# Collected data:
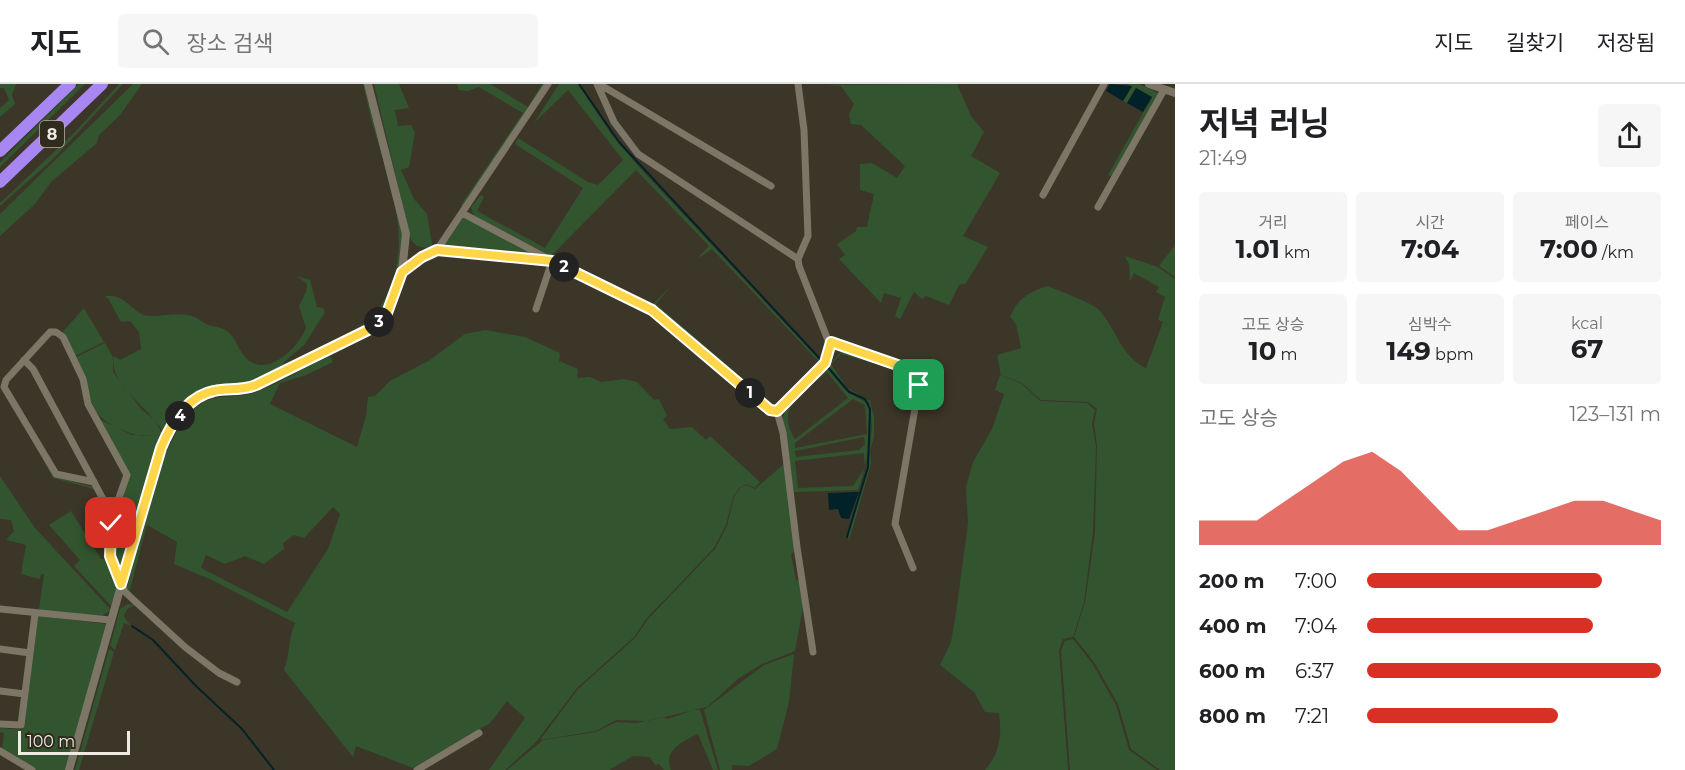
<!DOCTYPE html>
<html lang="ko">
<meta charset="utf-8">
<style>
body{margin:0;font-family:Montserrat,"Noto Sans KR",sans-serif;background:#f6f6f6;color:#202124;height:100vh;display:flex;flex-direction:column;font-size:22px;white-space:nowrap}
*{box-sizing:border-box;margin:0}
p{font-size:20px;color:#757577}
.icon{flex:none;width:33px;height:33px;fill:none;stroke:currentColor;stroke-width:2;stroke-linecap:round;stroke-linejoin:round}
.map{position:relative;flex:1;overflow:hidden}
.side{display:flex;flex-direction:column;background:#fff;width:510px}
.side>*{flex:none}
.scale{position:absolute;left:18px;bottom:15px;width:112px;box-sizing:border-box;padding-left:6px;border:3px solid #eeebe2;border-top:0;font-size:16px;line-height:21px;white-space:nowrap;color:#eeebe2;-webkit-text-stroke:4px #312b1e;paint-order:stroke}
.pin{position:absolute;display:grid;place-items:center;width:51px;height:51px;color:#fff;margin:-26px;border-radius:12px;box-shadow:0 3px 9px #0006}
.km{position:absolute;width:30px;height:30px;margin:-15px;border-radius:50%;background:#222;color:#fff;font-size:16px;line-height:30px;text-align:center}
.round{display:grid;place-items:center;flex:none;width:63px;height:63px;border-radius:6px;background:#f6f6f6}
.headline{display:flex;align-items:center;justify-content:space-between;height:102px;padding:0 24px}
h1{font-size:33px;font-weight:700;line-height:45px}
.metrics{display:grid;grid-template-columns:repeat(3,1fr);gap:9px;height:102px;padding:6px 24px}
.metrics div{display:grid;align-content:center;border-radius:6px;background:#f6f6f6;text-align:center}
.metrics b{font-size:26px;font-weight:700}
.metrics small{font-size:16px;font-weight:400}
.metrics p{font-size:16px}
.chart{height:168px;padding:12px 24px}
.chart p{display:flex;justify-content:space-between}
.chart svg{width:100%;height:108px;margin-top:6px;fill:#d93025;opacity:.7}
ul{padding:0 24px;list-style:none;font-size:20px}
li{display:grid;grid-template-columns:96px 72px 1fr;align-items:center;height:45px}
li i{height:15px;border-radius:8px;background:#d93025}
header{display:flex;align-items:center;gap:36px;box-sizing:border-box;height:84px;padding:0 30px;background:#fff;border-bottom:2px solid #e0e0e0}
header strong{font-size:28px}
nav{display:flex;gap:33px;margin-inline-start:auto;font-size:21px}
.search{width:420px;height:54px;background:#f6f6f6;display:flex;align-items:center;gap:15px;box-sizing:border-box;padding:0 21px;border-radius:6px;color:#757577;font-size:22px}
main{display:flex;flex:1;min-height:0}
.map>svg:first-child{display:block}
</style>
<header>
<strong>지도</strong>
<div class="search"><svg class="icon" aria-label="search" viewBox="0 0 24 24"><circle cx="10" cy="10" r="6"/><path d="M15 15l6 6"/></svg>장소 검색</div>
<nav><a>지도</a><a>길찾기</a><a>저장됨</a></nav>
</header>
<main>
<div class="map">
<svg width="1175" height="686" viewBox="0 0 1175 686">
<rect width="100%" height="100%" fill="#3c3628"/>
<path fill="#32552f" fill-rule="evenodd" d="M0 0H16L12 11 15 20 0 33V24L9 16 4 4H0Z
M79 0H85L0 83V78Z
M119 0H123L53 75 0 122V119L76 47Z
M133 0H142L120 31 99 51 97 59 51 98 35 120 0 152V130Z
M363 0H367L403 153 400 184 386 220 368 242 344 255C353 243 367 241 376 229 417 173 394 109 375 49 370 33 367 16 363 0Z
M374 0H399L409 24 395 26 398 42 411 41 415 48 409 83 401 86 414 115 427 130 433 165 417 162 411 156Z
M457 0H490L528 23 542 0H546L463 123 461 121 523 29 479 3 468 7 459 6Z
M559 0H578L611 50 639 83 823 280 781 321 771 322 651 222 671 202 656 220 774 321 780 320 821 280 712 165 697 175 709 162 636 86 551 172 474 132 471 123 481 111 484 113 477 127 545 164 583 104 515 60 518 54 588 98 598 101 623 76 568 6 534 39Z
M957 0 971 32 984 48 971 72 1000 89 963 152 988 163 966 199 959 201 949 221 926 212 922 215 914 208 900 235 895 232 901 214 884 209 881 219 839 175 845 171 837 160 856 147 857 143H867L874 110 860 106V80L872 79 897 94 905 82 861 41 851 40 849 30 854 20 841 2 823 1Z
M1128 0H1139L1158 9V12L1112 93 1108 91 1152 13 1136 4 1127 19 1123 17 1132 3Z
M464 133 531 169V171L446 164V159Z
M1175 161V193L1159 182Z
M1125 172 1158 183 1175 195V686H1160L1131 665 1118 620 1094 578 1074 553 1085 518 1095 448 1097 361 1094 340 1097 325 1088 318 1041 316 1022 299 1001 291 997 271 1021 264 1016 240 1010 233C1017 215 1030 207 1048 202 1061 208 1089 217 1099 226 1116 244 1121 273 1146 284L1163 238 1158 236 1165 213 1156 208 1159 203 1134 189 1130 197 1129 180Z
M297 192 310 196 317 223 323 224 325 228 305 260 283 279 286 284 249 301 199 306 184 321 165 351C154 327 107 300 114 272L120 276 141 265 139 248 130 237 121 238 108 214 104 213C122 207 130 226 144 231 157 235 175 226 195 233 199 235 202 238 206 240 212 243 220 242 227 247 236 253 239 269 248 276 270 293 299 262 306 244L299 222 306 208 307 200Z
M84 224 104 258 75 272 61 250Z
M485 246 525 253 560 269 559 277 578 285 577 294 590 293 601 298 624 295 637 298 654 316 659 315 667 332 663 335 670 345 692 343 706 356 710 352 760 398 755 404 747 400 740 403 733 413 726 441 714 464 647 534 634 553 577 604 536 658 505 686H489L525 634 507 617 490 639 413 684 356 662 353 673 284 586C290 571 288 555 295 539L212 496 174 480 177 458 147 441 129 509 126 507C139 459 159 347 202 319 219 309 239 315 256 308 281 299 305 283 330 272L333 278 306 291 280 299 270 320 357 363 366 332 368 313 375 312 390 297 430 276 465 250ZM333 423 340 430 328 465 287 528 201 484 206 471 225 480 245 472 264 480 284 465 283 459 294 451 304 454Z
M105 259 113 273V288L141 325 155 336 164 353C153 348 144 354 133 350 81 332 96 314 76 273Z
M841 268 905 287 916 298 913 323V300L891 284 841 270 831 280 846 303 870 317 874 333V353L870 367 871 380 849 457C846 450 853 435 855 426 865 392 877 354 869 318L845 303 828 282Z
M827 284 844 305 868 320C873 346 867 382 858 406L794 408 783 339 784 326ZM827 288 848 314 795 355C774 322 804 308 827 288ZM853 315 865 321 867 350 795 364V359ZM864 353 865 360 859 366 796 373 795 367ZM864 369 865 384 853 402 798 404 795 377Z
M1000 291 1022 300 1040 317 1087 319 1095 326 1092 340 1096 362 1093 448 1084 518 1073 553 1063 555 1059 566 1068 686H985C1000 669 1002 651 999 629L985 628 974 608 940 581 951 558 956 529 968 439 966 403 973 378 992 345 1004 310 995 306Z
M99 335 132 351H156L164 354 120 486C101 461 119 421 129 395Z
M32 354 56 393 93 403 109 432 108 469 118 501 111 522 74 482 80 476 49 441 71 427 101 475H106L107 431 94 405 53 394Z
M785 379 795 467 791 470 796 496 800 497 803 523 795 567 762 580 739 594 707 623 647 637 616 636 596 647 540 656 578 605 635 554 648 535 715 465 727 442 734 413 741 403 747 401 755 405Z
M0 392 35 444 111 526 102 532 39 526 44 490H41L40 495 21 490 26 461 6 456 14 447 11 436 0 435Z
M128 520 138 521C130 522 125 525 124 533L131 542 124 539 115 566 110 562 120 525Z
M38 532 106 540 66 686H36L2 665 4 649 0 648V644L23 646Z
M1073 555 1092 579 1116 621 1129 666 1157 686H1070L1061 566 1065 557Z
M109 565 114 568 79 686H75Z
M794 570 789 618 777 665 749 682 732 681V686H720L704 626 764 581Z
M693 626H700L718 686H713L698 650C683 657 663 666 671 686H664L659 680 655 681 650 673 633 672 609 686H507L543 656 596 648 616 638 637 639 663 633 668 635Z"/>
<path fill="#012228" d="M1110 0 1132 2 1123 17 1106 7Z
M1136 4 1152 13 1143 28 1127 19Z
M859 408 849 435 841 434 838 425 829 426 828 409Z"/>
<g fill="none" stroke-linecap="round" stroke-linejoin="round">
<path stroke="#012228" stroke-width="2" d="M579 0 619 58 823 278
M827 282 849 308 865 315 870 325 868 383 847 453
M132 542 153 556 196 602 242 645 274 686"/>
<path stroke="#7d7667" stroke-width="7" d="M597 0 614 38 638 70 798 175
M599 0 771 102
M1043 111 1104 0
M1098 123 1164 6
M462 129 545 173
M437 166 548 0
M402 188 422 173 437 166 547 174 652 226 770 325 777 327 783 349 797 463 813 568
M536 225 552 177
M831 258 906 284 917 296 918 307 895 440 913 484
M24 276 33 285 110 428V472L125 508 185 563 219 589 237 598
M777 327 825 279 831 264 799 182 798 175 808 152 804 46 798 0
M94 398 56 390 4 303 6 296 50 248H56L63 253 83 295 88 320 127 391 115 425 110 428
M0 525 110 536
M0 565 30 569
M0 607 25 610
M0 640 21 641 35 530
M0 667 32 686
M417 686 479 649"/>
<path stroke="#7d7667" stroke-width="8" d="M1149 0 1175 9
M69 686 154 385 171 343 193 317 213 307 248 304 275 293 363 249 387 229 402 188 406 150 368 0"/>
<path stroke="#a887f3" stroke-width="12" d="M0 67 70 0
M0 98 102 0"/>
</g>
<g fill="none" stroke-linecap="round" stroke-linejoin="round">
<g stroke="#fff" stroke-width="12">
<path id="route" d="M111 439 110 472 121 500 161 364C170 342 187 312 214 307 228 304 242 307 256 301L372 244 387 229 402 188 422 173 437 166 552 177 652 226 770 326 777 327 825 279 831 258 906 284 913 290 919 301"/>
</g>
<use href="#route" stroke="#ffd54a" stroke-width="8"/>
</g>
<g text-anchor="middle" stroke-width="5" stroke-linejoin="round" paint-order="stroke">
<rect fill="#312b1e" stroke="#b5b1a7" stroke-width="1.5" x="40" y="37" width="24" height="26" rx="4.5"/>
<g font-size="16" font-weight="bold" fill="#eeebe2">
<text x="52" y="56">8</text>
</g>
</g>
</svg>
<div class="scale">100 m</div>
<div class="pin" style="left:919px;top:301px;background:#1e9e55"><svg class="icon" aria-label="arrive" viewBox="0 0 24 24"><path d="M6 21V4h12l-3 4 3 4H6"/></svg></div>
<div class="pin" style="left:111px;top:439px;background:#d93025"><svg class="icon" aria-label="check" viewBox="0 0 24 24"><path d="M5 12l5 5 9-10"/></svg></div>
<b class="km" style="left:750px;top:309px">1</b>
<b class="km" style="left:564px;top:183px">2</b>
<b class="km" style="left:379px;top:238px">3</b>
<b class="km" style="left:180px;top:332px">4</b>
</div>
<section class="side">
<div class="headline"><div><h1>저녁 러닝</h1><p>21:49</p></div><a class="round"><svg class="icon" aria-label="share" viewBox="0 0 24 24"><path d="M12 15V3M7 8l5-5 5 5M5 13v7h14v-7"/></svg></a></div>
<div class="metrics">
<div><p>거리</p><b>1.01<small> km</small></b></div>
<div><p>시간</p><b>7:04</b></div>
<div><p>페이스</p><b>7:00<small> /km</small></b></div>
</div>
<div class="metrics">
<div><p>고도 상승</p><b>10<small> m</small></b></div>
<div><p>심박수</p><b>149<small> bpm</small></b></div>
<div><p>kcal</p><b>67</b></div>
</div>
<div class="chart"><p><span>고도 상승</span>123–131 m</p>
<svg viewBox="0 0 160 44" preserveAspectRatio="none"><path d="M0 44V34L10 34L20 34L30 26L40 18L50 10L60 6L70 14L80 26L90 38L100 38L110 34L120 30L130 26L140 26L150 30L160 34V44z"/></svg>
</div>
<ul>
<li><b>200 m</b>7:00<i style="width:80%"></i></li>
<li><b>400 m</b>7:04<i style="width:77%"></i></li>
<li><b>600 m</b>6:37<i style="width:100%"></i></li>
<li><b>800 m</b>7:21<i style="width:65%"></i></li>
</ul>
</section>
</main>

# What the exercise asks:
Return every line holding the word "scale" from the records.

# Written solution:
.scale{position:absolute;left:18px;bottom:15px;width:112px;box-sizing:border-box;padding-left:6px;border:3px solid #eeebe2;border-top:0;font-size:16px;line-height:21px;white-space:nowrap;color:#eeebe2;-webkit-text-stroke:4px #312b1e;paint-order:stroke}
<div class="scale">100 m</div>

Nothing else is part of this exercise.